She has come to Stockholm via Poland together with her soon-to-be 18-year-old daughter.
"It's especially nice for her to get away from home," says Sofia Andrukhovych, who has been living almost completely without electricity for the past three weeks but, unlike many others, still had heat.
"I would say that the most difficult time in the entire war is now."
They have had electricity for three hours at a time at most, and then they have had time to charge their power banks, phones and computers. The Russian attacks in Kyiv come practically every day, she says, and two nights a week it is "really bad" with perhaps 50 robots and 700 drones. Sofia Andrukhovych has made a bed for herself and her daughter in the apartment’s windowless corridor.
"The only thing it would help against is broken glass," she says.
Right now there is widespread fatigue.
"We live in this constant tension. Even though it feels like we're used to it, we're not. It would be impossible; this is a whole other level."
Growing hunger
Sofia Andrukhovych began writing "Amadoka" after the Maidan Revolution in 2014. She was 32 years old at the time and was encouraged by a growing hunger for previously obscured Ukrainian culture.

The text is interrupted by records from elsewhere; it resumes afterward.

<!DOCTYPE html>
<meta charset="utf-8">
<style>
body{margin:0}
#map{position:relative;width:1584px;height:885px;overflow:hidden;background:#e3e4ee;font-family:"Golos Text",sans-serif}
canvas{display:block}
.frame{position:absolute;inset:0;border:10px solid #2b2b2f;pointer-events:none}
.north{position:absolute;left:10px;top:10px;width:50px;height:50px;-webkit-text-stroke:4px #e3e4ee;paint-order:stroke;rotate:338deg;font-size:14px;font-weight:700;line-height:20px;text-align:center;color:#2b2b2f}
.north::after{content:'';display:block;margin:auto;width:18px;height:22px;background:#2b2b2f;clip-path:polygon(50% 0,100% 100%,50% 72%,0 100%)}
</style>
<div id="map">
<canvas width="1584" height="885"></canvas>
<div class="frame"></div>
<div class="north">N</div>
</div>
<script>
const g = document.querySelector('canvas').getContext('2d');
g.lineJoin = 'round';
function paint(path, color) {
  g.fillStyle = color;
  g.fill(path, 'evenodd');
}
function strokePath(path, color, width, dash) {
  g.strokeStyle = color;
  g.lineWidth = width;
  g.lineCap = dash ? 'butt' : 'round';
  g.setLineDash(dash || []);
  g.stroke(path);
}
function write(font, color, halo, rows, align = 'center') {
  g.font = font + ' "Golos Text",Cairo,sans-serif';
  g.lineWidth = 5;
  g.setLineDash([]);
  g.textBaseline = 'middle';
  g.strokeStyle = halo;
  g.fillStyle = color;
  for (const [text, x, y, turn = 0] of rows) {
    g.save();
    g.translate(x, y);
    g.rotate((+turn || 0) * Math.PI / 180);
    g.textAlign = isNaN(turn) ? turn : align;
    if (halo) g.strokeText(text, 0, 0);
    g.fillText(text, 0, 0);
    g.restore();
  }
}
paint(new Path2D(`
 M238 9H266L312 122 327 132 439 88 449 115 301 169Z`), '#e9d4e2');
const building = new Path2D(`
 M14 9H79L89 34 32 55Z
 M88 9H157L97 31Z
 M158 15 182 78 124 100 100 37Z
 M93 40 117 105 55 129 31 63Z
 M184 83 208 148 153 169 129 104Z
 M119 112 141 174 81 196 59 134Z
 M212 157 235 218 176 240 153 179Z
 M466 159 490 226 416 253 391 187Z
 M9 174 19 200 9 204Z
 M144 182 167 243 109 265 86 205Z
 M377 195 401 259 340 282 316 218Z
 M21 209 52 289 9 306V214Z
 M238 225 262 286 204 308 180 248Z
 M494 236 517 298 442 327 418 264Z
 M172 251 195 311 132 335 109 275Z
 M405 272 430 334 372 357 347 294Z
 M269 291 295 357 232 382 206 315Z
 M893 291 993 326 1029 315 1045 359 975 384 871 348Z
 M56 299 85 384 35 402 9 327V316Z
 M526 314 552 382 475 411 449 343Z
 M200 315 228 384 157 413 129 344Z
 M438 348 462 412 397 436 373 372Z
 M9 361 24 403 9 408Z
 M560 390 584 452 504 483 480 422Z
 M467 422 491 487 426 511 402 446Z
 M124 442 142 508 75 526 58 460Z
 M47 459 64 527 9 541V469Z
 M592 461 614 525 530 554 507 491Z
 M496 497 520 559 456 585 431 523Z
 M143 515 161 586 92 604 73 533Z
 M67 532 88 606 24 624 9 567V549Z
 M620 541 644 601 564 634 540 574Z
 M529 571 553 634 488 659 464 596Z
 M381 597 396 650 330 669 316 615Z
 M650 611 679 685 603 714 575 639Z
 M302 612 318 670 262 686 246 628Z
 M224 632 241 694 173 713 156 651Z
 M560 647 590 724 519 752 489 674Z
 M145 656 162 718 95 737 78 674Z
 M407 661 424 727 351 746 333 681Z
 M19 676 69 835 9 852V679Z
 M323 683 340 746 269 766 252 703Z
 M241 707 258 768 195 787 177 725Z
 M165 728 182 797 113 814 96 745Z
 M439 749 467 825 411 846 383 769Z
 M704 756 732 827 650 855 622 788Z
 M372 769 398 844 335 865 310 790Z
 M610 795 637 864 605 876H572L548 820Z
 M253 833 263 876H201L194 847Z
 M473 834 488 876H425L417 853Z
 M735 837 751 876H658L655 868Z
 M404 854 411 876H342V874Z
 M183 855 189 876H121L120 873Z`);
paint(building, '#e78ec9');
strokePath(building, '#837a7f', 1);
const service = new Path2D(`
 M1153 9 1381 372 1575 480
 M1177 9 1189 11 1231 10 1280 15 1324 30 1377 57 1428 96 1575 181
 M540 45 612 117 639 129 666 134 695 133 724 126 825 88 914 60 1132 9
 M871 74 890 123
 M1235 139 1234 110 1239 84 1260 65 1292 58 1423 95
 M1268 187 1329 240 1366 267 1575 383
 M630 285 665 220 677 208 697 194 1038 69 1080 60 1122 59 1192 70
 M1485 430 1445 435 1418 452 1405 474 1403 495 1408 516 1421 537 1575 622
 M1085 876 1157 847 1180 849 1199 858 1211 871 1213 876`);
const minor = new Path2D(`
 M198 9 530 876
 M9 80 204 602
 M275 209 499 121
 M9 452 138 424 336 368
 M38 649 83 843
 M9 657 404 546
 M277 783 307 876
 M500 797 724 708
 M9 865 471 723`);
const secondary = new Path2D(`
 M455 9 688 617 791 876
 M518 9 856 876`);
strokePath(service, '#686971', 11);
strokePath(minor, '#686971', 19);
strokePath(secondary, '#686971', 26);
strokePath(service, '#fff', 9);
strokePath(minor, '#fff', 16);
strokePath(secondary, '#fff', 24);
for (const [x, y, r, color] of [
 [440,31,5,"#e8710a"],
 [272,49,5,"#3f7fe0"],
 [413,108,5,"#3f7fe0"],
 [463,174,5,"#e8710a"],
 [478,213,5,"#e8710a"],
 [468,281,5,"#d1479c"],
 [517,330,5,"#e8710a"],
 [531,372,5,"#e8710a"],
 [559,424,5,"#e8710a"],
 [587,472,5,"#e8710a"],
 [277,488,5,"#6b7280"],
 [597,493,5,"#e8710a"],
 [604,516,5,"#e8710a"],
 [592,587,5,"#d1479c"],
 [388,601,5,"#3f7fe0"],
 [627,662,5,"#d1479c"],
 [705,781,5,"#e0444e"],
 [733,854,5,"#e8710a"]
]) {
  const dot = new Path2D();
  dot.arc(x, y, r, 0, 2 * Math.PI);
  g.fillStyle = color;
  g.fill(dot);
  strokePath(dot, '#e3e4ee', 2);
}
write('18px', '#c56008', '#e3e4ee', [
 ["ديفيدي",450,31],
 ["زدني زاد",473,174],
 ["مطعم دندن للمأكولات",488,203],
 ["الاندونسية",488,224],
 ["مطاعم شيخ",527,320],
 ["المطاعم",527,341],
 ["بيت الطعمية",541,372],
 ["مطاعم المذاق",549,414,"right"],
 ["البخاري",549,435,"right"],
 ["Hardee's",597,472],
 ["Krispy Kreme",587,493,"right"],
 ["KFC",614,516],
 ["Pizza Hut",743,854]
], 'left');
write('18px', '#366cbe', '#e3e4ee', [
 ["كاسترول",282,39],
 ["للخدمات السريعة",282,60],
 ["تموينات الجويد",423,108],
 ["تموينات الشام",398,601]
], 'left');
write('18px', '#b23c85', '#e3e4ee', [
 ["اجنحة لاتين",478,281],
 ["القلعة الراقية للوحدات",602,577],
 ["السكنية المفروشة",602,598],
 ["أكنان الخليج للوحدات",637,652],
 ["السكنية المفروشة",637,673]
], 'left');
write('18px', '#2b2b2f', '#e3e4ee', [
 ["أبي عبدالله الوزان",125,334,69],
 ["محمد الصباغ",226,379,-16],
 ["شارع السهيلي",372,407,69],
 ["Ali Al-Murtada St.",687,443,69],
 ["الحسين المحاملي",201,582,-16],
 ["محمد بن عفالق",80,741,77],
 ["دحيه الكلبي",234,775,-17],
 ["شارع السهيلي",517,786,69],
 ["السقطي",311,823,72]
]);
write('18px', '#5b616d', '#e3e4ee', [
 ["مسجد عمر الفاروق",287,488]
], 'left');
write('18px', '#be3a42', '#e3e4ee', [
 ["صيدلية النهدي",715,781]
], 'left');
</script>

In the thousand-page epic, she depicts Ukraine's forgotten and painful 20th-century history, including the pogroms and executions of Ukrainian Jews during World War II.

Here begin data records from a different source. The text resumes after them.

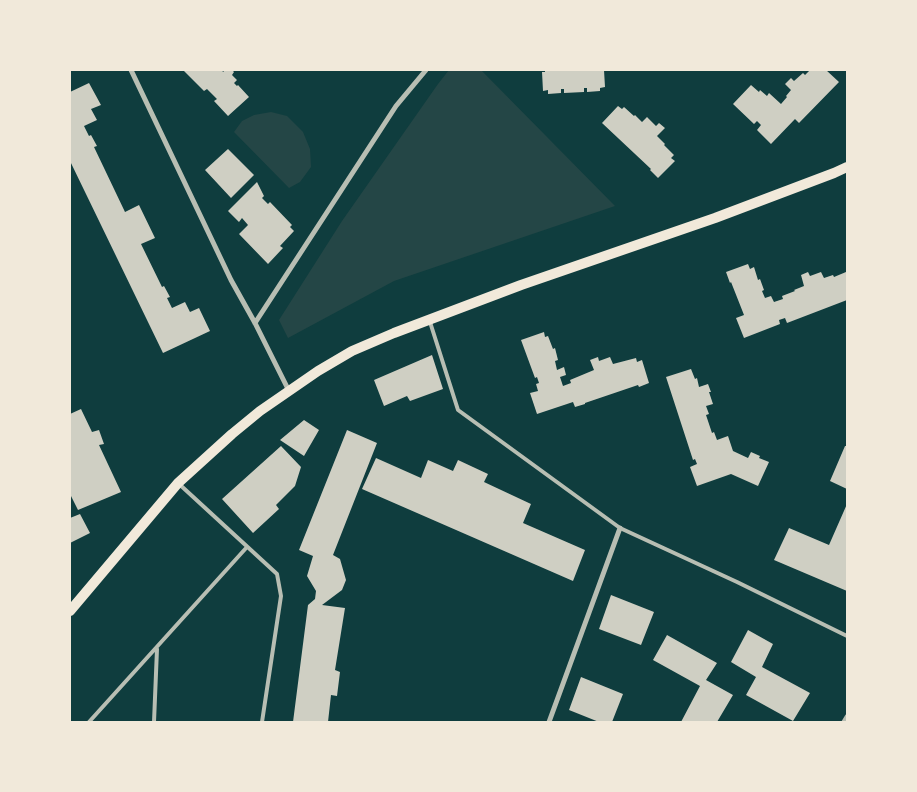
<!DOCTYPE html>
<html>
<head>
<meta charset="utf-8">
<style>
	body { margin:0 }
	#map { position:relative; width:917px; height:792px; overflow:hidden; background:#0f3d3e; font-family:"IBM Plex Sans",sans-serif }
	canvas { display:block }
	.frame { position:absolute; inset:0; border:71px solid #f1e9da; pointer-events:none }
</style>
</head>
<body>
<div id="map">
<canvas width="917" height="792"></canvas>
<div class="frame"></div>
</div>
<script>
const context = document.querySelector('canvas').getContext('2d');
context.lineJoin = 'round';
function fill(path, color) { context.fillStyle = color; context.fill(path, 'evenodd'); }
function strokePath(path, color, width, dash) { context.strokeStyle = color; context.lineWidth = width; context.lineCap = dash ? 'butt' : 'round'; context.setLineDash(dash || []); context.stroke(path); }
fill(new Path2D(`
	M449 70H481L615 206 394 281 288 338 279 320 342 221 438 84Z
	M271 112 287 116 303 132 310 149 311 167 300 182 289 188 234 132 242 121 254 115Z`), '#244646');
fill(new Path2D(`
	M183 70H222L223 72 225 70H232L234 72 232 75 237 80 234 83 237 86 238 85 249 97 228 116 214 101 217 99 207 89 204 91Z
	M545 70H604L605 87 600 88V91L587 92V88H584V92L564 93V89H561V93L548 94V90L543 91 542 72H545Z
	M810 70H826L839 82 799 123 795 119 771 144 757 130 761 125 757 121 754 124 733 104 751 85 759 92 760 90 767 96 769 93 781 104 787 97 786 96 791 90 785 84 791 78 794 81 803 73 805 75Z
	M89 83 101 105 91 109 97 120 84 126 89 136 91 135 97 146 94 147 125 212 139 205 155 238 141 244 162 287 164 286 170 297 167 298 172 308 185 302 190 312 199 308 210 331 163 353 70 161V92Z
	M618 106 622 109 624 107 634 116 635 115 642 122 647 117 656 126 659 123 665 128 657 136 665 144 664 145 674 155 671 158 675 161 658 178 650 170 651 169 602 123Z
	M228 149 254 175 231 198 205 170Z
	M257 182 264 196 262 198 268 204 270 202 292 225 290 227 294 231 280 246 283 248 268 264 239 234 248 225 242 218 239 222 228 211Z
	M748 264 750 269 754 267 758 280 760 279 764 290 762 291 765 298 771 296 774 302 783 299 782 296 795 291 794 290 804 286 801 275 808 272 810 276 821 272 824 278 833 275 834 277 846 272 847 300 787 323 785 318 779 320 780 324 744 338 736 318 744 315 731 282 730 283 726 272Z
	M544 332 545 337 548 336 553 349 555 348 558 360 555 361 557 370 564 367 566 375 560 377 563 386 571 383 570 380 594 370 590 360 598 357 599 361 610 357 613 364 636 358 637 362 642 360 649 383 639 387 638 385 585 403V404L575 407 573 402 537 414 530 393 538 391 536 384 539 383 537 377 535 378 521 340Z
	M432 355 443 389 410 401 407 396 384 406 374 380Z
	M691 369 695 379 697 378 699 387 708 384 711 392H709L713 404 706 406 709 414 706 415 712 433 714 432 717 440 728 436 733 451 748 458 751 452 760 456 759 458 769 462 758 486 731 474 697 486 690 467 697 464 695 459 693 460 666 377Z
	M81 409 92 432 99 430 104 444 99 445 121 492 78 510 70 494V414Z
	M304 420 319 430 304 456 280 440Z
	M347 430 377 443 333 555 340 559 346 580 342 590 322 605 345 608 335 670 340 672 337 696 331 695 328 722H293L308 605 315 599 316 591 307 576 313 556 299 550Z
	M281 446 301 467 295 486 276 505 279 509 253 533 222 499Z
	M845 446H847V489L830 481Z
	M376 458 421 478 428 460 453 471 458 460 488 474 484 482 531 504 523 523 585 550 573 581 362 489Z
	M847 504V591L774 560 789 528 829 545Z
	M80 514 90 533 70 543V518Z
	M611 595 654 612 641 645 599 629Z
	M748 630 773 644 762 667 810 693 793 721 746 695 756 677 731 662Z
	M667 635 717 663 706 680 733 695 717 722H681L700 686 653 660Z
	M581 677 623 694 612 722H599L569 710Z`), '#cfcfc3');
strokePath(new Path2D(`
	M430 322 458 410 620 528 737 582 847 636
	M178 483 277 574 281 596 262 722
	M89 722 247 547
	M154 722 157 649`), '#b8beb3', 4);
strokePath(new Path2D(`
	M131 70 231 280 255 323 289 391
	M255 323 396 106 426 70
	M549 722 620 528
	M844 722 847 717`), '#b8beb3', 5);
strokePath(new Path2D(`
	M70 611 178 483 232 434 260 411 318 371 352 351 394 333 521 285 715 218 834 173 847 167`), '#f1e9da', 10);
</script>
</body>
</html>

"Not only the role of victim but also that of perpetrator is part of our identity, and the most important thing is to know what happened in reality."
The second part deals with Stalin's systematic extermination of Ukrainian writers and cultural figures, including Mykola Zerov, a linguist and poet - "a Ukrainian Rilke," says Sofia Andrukhovych of her personal favorite. Together with thousands of others, Zerov was shot in Karelian Sandarmoch in 1937.
"It was difficult to comprehend the extent of the Russian killing," she says, adding that the archival discoveries shocked her.
Sold out
Now Zerov's poetry is being republished alongside the works of other murdered writers. Earlier this week, the day after the worst attack on Kyiv to date, Sofia Andrukhovych received a request to participate in a literary evening from one of the organizers, a mother of three without electricity or heating, who organizes book talks in a Kyiv theater for 600 people. It always sells out.
"The culture of Ukraine is so important now."
Erika Josefsson/TT
Sofia Andrukhovych about...
TT
...the future:
I'm a realist. When I look at everything that's happening, it's hard to imagine the future. At the same time, I know that we have to imagine it in the best possible way, even though we know it's probably a dream.
...the way forward:
The world has changed. The only way is to work together and not trust the power that has proven to be too unpredictable, too selfish, too chaotic. We are so grateful to Europe and the Nordic countries, at the same time, Ukrainians know that they must trust themselves.
Born: 1982, daughter of one of Ukraine's most famous writers, Yuri Andrukhovych.
Lives: In Kyiv, with daughter and husband who is also a writer and translator.
Career: Debuted at the age of 18 and later had her international breakthrough with "Amadoka", which came out in 2020 and in Swedish in 2024 ("Amadoka I") and 2025 ("Amadoka II") in translation by Nils Håkanson.
Right now: Will be spending a month in Paris where she has been granted a writing residency. "Amadoka" will also be published in French later this year.